WORK TO COMPLETE:
Give the lines below again exactly, starting with the line that holds "M250,800L332,874L300,909L218,835Z" and going on through the line that holds "M1074,1121L1087,1135L1047,1173L1034,1159Z".

RECORDS FOR THIS EXERCISE:
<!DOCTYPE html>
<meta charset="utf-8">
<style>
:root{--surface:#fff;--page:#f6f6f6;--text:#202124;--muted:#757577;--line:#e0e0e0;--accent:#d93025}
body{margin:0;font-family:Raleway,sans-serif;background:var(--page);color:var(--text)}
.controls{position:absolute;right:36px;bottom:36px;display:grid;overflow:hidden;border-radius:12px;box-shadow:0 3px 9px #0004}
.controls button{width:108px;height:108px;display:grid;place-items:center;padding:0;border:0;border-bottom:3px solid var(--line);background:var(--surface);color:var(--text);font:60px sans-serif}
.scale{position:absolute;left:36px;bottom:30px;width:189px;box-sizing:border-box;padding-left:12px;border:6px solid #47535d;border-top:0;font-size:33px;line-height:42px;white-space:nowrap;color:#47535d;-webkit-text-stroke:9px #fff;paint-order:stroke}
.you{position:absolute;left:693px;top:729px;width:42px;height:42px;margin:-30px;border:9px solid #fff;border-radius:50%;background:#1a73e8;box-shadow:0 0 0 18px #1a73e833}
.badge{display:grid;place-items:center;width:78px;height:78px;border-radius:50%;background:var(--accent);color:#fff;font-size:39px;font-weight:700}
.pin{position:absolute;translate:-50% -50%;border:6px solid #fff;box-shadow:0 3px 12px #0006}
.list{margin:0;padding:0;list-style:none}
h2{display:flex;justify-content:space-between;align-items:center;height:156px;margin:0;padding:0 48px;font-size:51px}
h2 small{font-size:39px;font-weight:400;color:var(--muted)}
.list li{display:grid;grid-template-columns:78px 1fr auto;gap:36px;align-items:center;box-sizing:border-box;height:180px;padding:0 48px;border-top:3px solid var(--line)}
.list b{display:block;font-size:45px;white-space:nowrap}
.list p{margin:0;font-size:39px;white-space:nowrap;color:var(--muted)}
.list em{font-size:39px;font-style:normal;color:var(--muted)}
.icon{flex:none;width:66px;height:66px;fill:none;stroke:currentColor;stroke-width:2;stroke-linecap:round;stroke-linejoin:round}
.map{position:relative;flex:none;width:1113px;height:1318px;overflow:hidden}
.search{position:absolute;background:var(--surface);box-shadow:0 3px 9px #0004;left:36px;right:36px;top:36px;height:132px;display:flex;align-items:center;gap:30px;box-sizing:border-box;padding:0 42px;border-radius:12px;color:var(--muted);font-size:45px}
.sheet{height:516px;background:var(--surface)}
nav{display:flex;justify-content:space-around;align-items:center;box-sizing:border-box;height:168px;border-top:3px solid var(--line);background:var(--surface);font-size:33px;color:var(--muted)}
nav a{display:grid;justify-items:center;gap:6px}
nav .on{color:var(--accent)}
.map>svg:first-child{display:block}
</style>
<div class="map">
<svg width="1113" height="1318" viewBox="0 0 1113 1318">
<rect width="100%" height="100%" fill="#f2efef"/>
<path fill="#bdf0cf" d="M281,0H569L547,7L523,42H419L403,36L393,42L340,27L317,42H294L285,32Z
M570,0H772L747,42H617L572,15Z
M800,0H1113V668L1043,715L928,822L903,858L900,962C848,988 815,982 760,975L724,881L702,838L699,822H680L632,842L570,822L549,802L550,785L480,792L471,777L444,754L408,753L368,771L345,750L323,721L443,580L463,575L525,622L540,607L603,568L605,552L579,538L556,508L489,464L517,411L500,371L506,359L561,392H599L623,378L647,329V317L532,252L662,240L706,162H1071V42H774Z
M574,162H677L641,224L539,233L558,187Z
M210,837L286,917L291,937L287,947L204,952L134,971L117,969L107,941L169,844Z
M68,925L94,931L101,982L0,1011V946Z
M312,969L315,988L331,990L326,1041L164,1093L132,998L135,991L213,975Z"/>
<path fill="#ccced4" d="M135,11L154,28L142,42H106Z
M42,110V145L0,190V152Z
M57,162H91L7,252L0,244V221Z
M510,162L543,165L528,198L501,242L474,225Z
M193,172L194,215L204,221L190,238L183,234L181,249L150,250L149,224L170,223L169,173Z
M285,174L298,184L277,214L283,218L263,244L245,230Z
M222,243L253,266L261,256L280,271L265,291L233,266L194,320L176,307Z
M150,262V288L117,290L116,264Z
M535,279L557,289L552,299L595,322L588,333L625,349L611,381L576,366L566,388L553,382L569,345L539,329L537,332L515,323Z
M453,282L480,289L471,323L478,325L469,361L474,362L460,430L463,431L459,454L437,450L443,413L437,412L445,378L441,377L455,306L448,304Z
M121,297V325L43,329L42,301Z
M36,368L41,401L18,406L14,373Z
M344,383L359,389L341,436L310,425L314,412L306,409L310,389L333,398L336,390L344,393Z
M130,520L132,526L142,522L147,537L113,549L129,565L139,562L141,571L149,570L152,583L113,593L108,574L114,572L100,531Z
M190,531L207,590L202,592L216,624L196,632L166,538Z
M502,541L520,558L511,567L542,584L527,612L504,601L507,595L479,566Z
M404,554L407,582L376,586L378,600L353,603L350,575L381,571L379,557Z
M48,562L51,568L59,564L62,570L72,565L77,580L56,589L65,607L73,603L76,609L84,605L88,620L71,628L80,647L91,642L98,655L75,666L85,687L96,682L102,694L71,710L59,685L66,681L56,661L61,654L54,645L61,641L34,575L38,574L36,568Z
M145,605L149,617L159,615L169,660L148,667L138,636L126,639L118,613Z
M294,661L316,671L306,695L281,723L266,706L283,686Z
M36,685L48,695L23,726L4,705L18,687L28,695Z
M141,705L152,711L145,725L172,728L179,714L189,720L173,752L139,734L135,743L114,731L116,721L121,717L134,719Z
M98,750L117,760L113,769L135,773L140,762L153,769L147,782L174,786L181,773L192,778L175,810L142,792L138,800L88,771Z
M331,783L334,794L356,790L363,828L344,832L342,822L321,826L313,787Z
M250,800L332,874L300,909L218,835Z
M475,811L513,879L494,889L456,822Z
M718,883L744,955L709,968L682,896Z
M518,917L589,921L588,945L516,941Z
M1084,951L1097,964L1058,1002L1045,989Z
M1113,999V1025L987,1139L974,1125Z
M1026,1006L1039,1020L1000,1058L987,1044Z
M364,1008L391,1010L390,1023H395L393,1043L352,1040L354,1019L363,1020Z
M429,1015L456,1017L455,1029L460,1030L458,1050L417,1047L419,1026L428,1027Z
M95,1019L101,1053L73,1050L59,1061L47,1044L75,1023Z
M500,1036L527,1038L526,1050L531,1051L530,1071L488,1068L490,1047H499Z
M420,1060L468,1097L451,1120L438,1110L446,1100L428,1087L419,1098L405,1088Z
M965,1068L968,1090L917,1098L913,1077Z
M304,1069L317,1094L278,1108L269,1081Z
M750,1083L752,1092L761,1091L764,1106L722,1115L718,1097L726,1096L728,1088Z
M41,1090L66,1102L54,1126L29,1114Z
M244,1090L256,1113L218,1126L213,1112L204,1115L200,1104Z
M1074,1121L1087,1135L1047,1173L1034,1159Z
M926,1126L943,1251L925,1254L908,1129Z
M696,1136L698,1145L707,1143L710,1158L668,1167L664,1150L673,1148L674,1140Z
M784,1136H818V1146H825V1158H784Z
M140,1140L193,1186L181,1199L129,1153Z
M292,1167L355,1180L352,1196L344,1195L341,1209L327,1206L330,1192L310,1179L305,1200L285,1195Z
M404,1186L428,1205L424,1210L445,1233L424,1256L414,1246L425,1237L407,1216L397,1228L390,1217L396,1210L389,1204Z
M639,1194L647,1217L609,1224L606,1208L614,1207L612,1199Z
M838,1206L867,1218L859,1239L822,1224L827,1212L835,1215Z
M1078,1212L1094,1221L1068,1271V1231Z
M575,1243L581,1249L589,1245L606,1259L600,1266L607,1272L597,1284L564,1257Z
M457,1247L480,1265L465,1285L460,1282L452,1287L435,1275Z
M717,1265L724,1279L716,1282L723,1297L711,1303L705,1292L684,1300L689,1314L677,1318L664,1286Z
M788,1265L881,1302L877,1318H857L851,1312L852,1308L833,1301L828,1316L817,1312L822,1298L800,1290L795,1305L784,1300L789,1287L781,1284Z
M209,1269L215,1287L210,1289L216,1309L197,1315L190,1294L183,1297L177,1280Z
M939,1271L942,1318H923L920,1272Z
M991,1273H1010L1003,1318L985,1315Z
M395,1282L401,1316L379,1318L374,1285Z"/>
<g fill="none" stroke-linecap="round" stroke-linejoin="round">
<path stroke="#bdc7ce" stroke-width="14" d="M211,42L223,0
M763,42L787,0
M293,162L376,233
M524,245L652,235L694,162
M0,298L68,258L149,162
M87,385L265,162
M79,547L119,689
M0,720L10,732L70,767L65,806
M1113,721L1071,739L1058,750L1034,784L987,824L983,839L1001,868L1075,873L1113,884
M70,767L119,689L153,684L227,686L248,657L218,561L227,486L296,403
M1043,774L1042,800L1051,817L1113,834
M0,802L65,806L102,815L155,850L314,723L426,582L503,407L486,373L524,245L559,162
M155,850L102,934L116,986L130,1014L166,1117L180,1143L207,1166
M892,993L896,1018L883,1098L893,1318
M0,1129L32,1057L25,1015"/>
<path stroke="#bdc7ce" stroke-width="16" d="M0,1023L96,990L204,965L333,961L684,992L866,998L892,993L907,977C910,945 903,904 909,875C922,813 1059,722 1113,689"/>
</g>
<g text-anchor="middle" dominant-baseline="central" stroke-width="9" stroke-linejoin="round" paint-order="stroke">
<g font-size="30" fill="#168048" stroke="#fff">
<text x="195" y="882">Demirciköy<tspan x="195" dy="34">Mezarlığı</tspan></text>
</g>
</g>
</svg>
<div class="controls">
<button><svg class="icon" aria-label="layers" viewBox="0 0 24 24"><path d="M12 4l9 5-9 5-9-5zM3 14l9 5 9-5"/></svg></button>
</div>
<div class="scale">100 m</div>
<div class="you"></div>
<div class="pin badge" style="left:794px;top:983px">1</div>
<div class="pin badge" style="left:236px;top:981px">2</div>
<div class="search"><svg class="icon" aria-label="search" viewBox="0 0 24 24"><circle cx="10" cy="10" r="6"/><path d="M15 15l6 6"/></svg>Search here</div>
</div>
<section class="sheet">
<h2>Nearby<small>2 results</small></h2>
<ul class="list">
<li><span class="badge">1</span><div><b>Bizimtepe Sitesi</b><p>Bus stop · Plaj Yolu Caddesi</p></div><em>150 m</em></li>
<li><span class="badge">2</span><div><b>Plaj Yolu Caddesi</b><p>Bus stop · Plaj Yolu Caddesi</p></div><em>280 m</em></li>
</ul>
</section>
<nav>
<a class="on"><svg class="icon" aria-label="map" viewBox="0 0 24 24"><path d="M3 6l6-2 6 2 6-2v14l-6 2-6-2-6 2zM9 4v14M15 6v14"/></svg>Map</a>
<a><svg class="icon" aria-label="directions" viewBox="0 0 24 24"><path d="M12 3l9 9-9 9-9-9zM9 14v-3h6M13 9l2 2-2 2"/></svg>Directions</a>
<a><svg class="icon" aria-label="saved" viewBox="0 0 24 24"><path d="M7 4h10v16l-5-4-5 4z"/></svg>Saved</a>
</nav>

RESPONSE AREA:
M250,800L332,874L300,909L218,835Z
M475,811L513,879L494,889L456,822Z
M718,883L744,955L709,968L682,896Z
M518,917L589,921L588,945L516,941Z
M1084,951L1097,964L1058,1002L1045,989Z
M1113,999V1025L987,1139L974,1125Z
M1026,1006L1039,1020L1000,1058L987,1044Z
M364,1008L391,1010L390,1023H395L393,1043L352,1040L354,1019L363,1020Z
M429,1015L456,1017L455,1029L460,1030L458,1050L417,1047L419,1026L428,1027Z
M95,1019L101,1053L73,1050L59,1061L47,1044L75,1023Z
M500,1036L527,1038L526,1050L531,1051L530,1071L488,1068L490,1047H499Z
M420,1060L468,1097L451,1120L438,1110L446,1100L428,1087L419,1098L405,1088Z
M965,1068L968,1090L917,1098L913,1077Z
M304,1069L317,1094L278,1108L269,1081Z
M750,1083L752,1092L761,1091L764,1106L722,1115L718,1097L726,1096L728,1088Z
M41,1090L66,1102L54,1126L29,1114Z
M244,1090L256,1113L218,1126L213,1112L204,1115L200,1104Z
M1074,1121L1087,1135L1047,1173L1034,1159Z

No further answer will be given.